WHAT TO PRODUCE –
When a line of the records contains "icon", copy it.

[Collected data]

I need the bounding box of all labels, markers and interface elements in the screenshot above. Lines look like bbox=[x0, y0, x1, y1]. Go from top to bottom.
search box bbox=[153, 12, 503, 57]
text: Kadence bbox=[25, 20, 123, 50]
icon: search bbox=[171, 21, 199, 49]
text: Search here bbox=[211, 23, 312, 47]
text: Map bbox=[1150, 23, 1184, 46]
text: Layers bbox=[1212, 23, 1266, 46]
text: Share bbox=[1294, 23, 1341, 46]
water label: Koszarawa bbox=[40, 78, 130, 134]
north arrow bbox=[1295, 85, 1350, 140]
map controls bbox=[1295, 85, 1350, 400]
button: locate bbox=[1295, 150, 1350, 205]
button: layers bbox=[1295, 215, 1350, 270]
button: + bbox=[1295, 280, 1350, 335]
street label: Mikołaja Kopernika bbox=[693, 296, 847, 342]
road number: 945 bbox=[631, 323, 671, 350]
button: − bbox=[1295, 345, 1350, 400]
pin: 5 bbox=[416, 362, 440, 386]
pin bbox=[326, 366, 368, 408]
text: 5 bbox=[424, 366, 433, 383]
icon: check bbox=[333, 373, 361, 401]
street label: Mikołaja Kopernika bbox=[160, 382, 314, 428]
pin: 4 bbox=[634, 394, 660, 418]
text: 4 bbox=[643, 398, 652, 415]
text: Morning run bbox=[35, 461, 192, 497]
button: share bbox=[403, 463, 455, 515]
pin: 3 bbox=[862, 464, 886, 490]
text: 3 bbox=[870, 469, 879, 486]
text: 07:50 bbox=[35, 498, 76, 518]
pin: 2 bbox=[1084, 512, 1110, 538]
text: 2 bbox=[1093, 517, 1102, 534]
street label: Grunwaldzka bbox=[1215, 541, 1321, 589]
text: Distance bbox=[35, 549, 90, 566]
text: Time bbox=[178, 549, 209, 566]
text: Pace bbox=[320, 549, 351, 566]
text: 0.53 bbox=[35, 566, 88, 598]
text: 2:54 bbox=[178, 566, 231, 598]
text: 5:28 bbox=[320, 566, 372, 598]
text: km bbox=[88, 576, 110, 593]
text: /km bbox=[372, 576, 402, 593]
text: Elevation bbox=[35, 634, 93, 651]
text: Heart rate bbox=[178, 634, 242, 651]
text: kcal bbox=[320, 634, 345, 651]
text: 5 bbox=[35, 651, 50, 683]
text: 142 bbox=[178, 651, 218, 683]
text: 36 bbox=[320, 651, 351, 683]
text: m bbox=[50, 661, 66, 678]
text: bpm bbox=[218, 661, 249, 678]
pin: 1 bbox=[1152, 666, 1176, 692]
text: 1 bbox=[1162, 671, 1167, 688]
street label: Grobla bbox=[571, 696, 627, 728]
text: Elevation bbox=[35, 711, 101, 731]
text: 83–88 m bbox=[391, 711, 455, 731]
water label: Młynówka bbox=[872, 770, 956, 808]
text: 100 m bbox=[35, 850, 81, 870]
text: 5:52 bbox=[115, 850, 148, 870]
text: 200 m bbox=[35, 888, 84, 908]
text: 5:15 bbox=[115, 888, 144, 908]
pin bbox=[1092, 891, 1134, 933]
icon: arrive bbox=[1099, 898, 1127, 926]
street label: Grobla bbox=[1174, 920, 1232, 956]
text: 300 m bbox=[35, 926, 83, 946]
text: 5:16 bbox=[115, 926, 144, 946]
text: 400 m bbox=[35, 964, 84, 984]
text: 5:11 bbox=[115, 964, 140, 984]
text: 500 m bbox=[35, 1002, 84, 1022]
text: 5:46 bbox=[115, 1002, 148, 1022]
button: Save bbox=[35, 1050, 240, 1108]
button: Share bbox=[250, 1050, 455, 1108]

REPLY –
icon: search bbox=[171, 21, 199, 49]
icon: check bbox=[333, 373, 361, 401]
icon: arrive bbox=[1099, 898, 1127, 926]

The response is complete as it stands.